From Great Bear Petro (image recovered 5/2/2013)
What is interesting in that GreatBear graphic is the progression of the permeability of the reservoirs. The permeability is going down by an order of magnitude for each new technology introduced. I don’t understand all the intricacies of geology but I do understand the mathematics and physics of diffusion. See here.
What decreasing permeability means is that the production rates of oil are now becoming completely diffusion-limited. In other words, the flow of oil is essentially a random walk from the source to the destination. All these new technologies are doing is exploiting the capabilities of diffusion-limited capture.
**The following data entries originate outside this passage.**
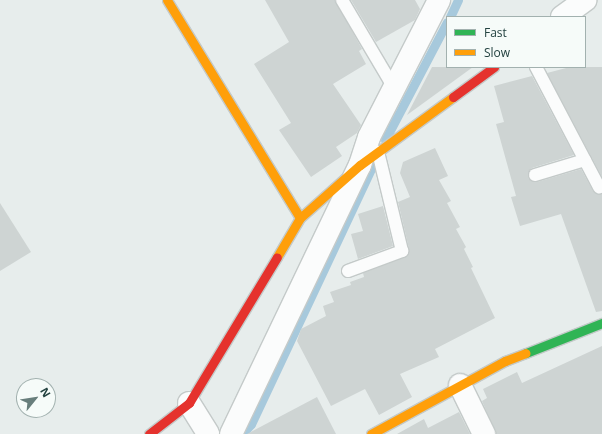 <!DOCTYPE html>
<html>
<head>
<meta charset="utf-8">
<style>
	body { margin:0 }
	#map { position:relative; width:602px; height:434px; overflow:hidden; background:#e7edec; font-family:"Open Sans",sans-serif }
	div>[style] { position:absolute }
	.stream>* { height:9px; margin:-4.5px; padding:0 4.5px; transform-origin:4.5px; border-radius:4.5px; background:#a7c9dc }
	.building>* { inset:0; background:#ced4d3 }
	.roads { filter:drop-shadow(1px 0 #c4cac9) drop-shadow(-1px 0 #c4cac9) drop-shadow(0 1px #c4cac9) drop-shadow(0 -1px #c4cac9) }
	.lane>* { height:12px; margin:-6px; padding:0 6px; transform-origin:6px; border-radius:6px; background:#fbfcfc }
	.street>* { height:22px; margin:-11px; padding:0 11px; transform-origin:11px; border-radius:11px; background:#fbfcfc }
	.fast>* { height:9px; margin:-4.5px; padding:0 4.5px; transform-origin:4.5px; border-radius:4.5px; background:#30b455 }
	.slow>* { height:9px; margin:-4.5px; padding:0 4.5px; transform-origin:4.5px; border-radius:4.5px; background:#ff9f0a }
	.jam>* { height:9px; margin:-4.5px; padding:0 4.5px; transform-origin:4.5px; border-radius:4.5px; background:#e5322d }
	span { translate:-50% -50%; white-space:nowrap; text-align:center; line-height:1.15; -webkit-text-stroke:4px #f6fbf9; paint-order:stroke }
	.legend { position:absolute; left:446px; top:16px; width:140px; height:52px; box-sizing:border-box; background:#f6fbf9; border:1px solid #a2b1af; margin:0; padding:5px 7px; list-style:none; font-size:12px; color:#234240 }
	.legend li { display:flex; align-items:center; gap:8px; height:20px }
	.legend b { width:20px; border:1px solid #a2b1af }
	.north { position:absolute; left:16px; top:378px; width:40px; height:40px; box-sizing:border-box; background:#f6fbf9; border:1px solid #a2b1af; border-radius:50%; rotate:60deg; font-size:11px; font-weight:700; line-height:16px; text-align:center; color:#234240 }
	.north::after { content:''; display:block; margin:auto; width:14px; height:18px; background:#687e7c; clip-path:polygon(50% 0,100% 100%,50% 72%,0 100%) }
</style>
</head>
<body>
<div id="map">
	<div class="stream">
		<div style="left:450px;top:17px;width:19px;rotate:-65deg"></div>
		<div style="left:385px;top:140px;width:133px;rotate:-62.3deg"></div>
		<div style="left:242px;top:434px;width:13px;rotate:-48deg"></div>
		<div style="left:251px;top:424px;width:291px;rotate:-64.8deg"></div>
	</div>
	<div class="building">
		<div style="clip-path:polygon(265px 0,335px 0,362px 49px,359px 51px,366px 64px,333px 84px,361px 125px,357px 133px,336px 147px,342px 156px,311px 177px,279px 130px,291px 123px,254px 64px,289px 42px)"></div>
		<div style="clip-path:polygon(351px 0,415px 0,420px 9px,415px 20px,376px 42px)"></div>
		<div style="clip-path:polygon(432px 67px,473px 67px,407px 115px)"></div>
		<div style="clip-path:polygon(570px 67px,602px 67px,602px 177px,547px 73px)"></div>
		<div style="clip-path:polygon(532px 76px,574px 155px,532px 168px,528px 173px,528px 178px,537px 182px,581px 169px,593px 191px,602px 194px,602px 311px,596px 312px,561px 214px,520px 226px,511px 197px,516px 196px,496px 124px,504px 122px,494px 86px)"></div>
		<div style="clip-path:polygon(435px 148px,448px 176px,439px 180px,451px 201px,447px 203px,460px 227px,456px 229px,466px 247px,464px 249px,473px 267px,471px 268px,495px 318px,435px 349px,439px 357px,400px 374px,412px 397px,379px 415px,365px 389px,331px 406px,297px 341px,301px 329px,326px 316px,323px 306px,334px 302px,330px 292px,351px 285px,350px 282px,364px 277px,363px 273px,408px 256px,409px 249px,398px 202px,410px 197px,400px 173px,403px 162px)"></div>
		<div style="clip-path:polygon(0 203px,31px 252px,0 271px)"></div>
		<div style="clip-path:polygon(383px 206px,393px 246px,358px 259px,351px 234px,363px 231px,358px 214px)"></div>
		<div style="clip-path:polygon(602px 346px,602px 434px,496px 434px,482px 401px,487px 398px,483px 389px,517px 372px,522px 383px)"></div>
		<div style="clip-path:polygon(317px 397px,336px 434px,247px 434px)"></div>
		<div style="clip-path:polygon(459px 412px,470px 434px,397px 434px,424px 419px,428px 428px)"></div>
	</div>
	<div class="roads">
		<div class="lane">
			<div style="left:342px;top:0;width:102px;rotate:59.4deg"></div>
			<div style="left:536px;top:67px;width:136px;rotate:62.3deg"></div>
			<div style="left:535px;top:175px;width:52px;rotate:-16.7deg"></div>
			<div style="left:348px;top:271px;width:58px;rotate:-20.3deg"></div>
			<div style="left:402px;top:251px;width:102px;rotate:-103.6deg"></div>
		</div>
		<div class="street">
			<div style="left:562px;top:17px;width:29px;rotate:-36deg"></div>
			<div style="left:460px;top:385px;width:55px;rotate:63.9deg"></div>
			<div style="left:189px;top:403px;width:36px;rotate:58deg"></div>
			<div style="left:231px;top:434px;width:298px;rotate:-64.4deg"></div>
			<div style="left:360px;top:165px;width:29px;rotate:-72deg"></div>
			<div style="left:369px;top:137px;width:154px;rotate:-62.9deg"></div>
		</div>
		<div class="fast">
			<div style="left:526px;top:353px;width:82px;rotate:-21.5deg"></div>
		</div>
		<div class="slow">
			<div style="left:167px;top:0;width:255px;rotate:58.6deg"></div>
			<div style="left:277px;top:257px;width:45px;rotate:-59.5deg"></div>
			<div style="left:300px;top:218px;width:80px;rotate:-41.5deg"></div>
			<div style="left:360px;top:165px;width:115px;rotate:-36.2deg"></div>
			<div style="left:371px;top:434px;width:153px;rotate:-28.6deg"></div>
			<div style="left:505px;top:361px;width:22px;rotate:-21deg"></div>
		</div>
		<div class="jam">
			<div style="left:453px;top:97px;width:51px;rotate:-36.2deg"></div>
			<div style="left:149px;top:434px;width:51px;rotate:-37.8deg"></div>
			<div style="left:189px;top:403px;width:170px;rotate:-58.9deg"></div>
		</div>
	</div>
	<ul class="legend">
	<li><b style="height:5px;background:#30b455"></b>Fast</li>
	<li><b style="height:5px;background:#ff9f0a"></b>Slow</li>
	</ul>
	<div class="north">N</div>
</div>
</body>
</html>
This is the bottom-of-the-barrel stuff, kind of like driving your car off of fumes, or keeping your maple syrup bottle upside down, to make a more intuitive analogy out of it. The Bakken rates are likely all diffusion limited and I will be willing to bet this based on some of the data from Mason.
From Mason’s data, the flow of oil out of a hydraulically fractured well appears to be controlled by diffusional dynamics. This is what an average Bakken well decline looks like if one uses Mason’s charts.
The cumulative is the important part of the curve I believe because he plotted the instantaneous production incorrectly (which I tried to correct with the black dots).
But then if we look at Brackett’s analysis of Bakken (see below), I can better fit the average well to a hyperbolic decline model. A hyperbolic decline is an ensemble average of exponential declines of different rates, assuming maximum entropy in the distribution in rates (this works to describe lots of physical phenomena).
That conflicts with the diffusional model that better describes Mason’s data.
Now, I believe it’s possible that Brackett simply took the 1/e decline point on each well and then tried to extrapolate that to an average production. That’s the easy way out and is definitely wrong as this will always approximate a hyerbolic decline; of course I can check this if I can get access to the 3,694 samples that Brackett says goes into his analysis.
Mason and Brackett can’t both be right, as there are sufficient differences between diffusional flow decline and hyperbolic decline to impact projections. The former is steeper at first but has a fatter tail, whereas the latter will definitely decline more in the long term. Brackett says the average well will generate 250,000 barrels of oil while Mason shows twice that and still increasing.
There will be more data forthcoming in the next few years. We will see how it pans out.